The primitive fielding techniques, equipment failures, strategic misjudgments, etc. of 19th century baseball don’t, of course, mean that none of the play of 1800s ball was skillful. The greatest players of the day are still going to be great, and Keeler was considered by some to be its greatest outfielder, baserunner, and hitter, including but by no means limited to his bunting skill. He was perhaps better known for his hit-and-run skill, which is based on place-hitting: "Prior to the 1890s, such plays as the bunt, the hit-and-run, the squeeze, and the double steal were executed on an individual basis with little thought and emphasis on technique," but, as Spatz demonstrates persuasively, Keeler’s Orioles innovated the game by making systematic planning and execution the norm.

"Willie Keeler, the best second place hitter I ever saw or expect to see," Spatz quotes Oriole teammate Hughie Jennings, "…could almost certainly be counted upon to advance McGraw to second, even though he himself were thrown out at first. But very, very often, he would come through with a short, snappy single, McGraw would race around to third and with Keeler on first and no one out, our heavy stickers coming up, McGraw was dead sure to score." In other words, Keeler could dependably hit a ball into the ground, so that McGraw could immediately start running on (or just before) contact, and the ball would sometimes find a hole between fielders, who had to be playing in, in case Keeler got the idea to lay down a bunt instead.
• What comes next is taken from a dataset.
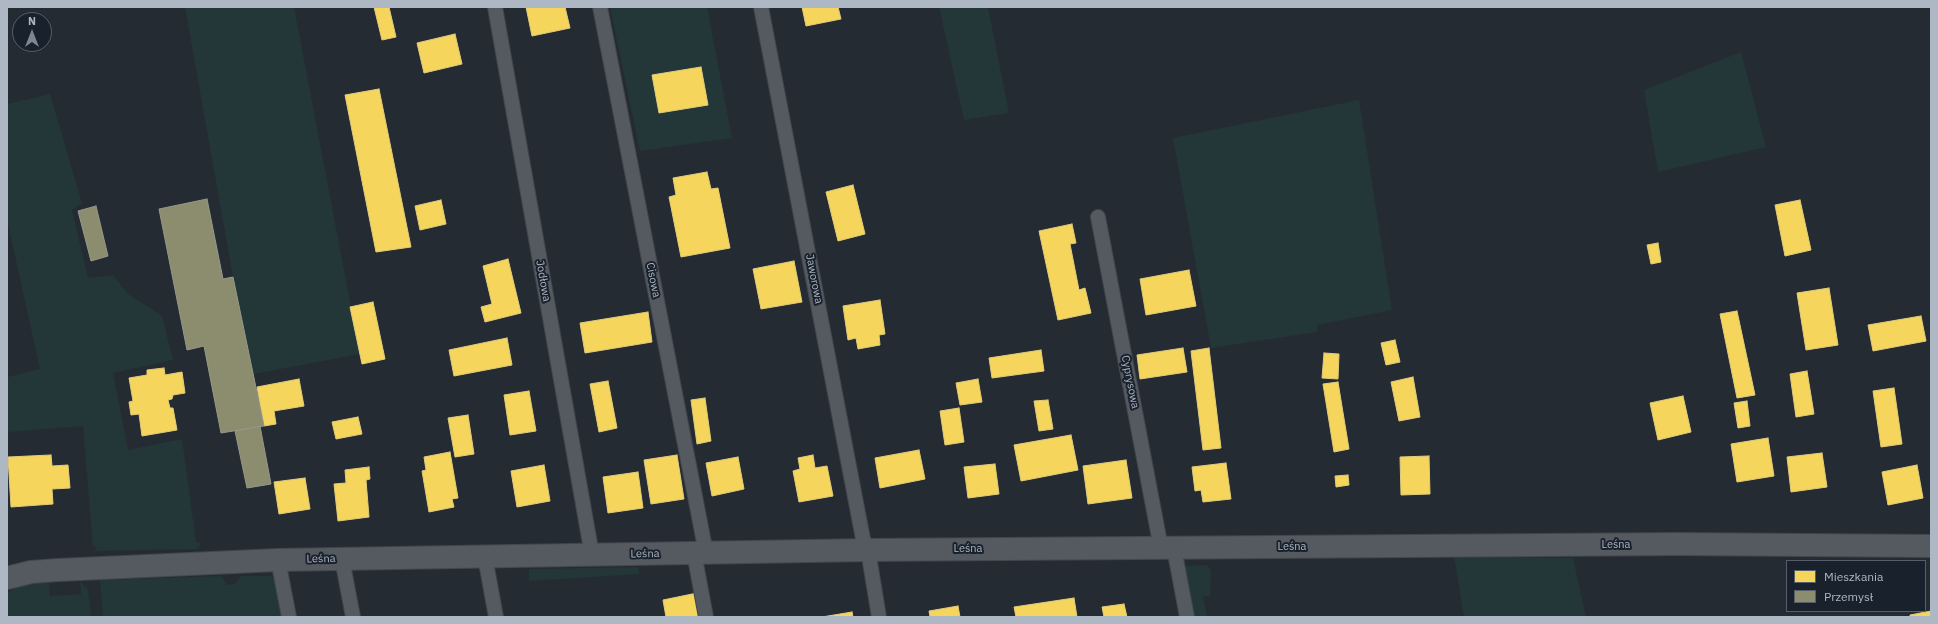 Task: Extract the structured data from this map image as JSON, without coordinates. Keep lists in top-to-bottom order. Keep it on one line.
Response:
{"streets":{"street":["Leśna"],"lane":["Jaworowa","Cisowa","Jodłowa","Cyprysowa"]},"crossings":[["Jaworowa","Leśna"],["Cisowa","Leśna"],["Jodłowa","Leśna"],["Cyprysowa","Leśna"]],"legend":["Mieszkania","Przemysł"],"north":"top"}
Spatz describes the Orioles "in effect inventing the suicide squeeze" in late-night bull sessions that they would test out the next day in practice, and on defense invent the practice of pitchers covering "first on balls hit to the right side and back[ing] up third on balls hit to the outfield." I call your attention to the qualifier "in effect" to modify "inventing," as Spatz sensibly doesn’t try to argue that no one before the Orioles of 1890s ever pulled off a suicide squeeze or ever had a pitcher covering a base, but rather that they standardized such practices and turned them into a staple of sound baseball, which gave them a tremendous edge over their opponents who left such choices up to their players’ individual discretion.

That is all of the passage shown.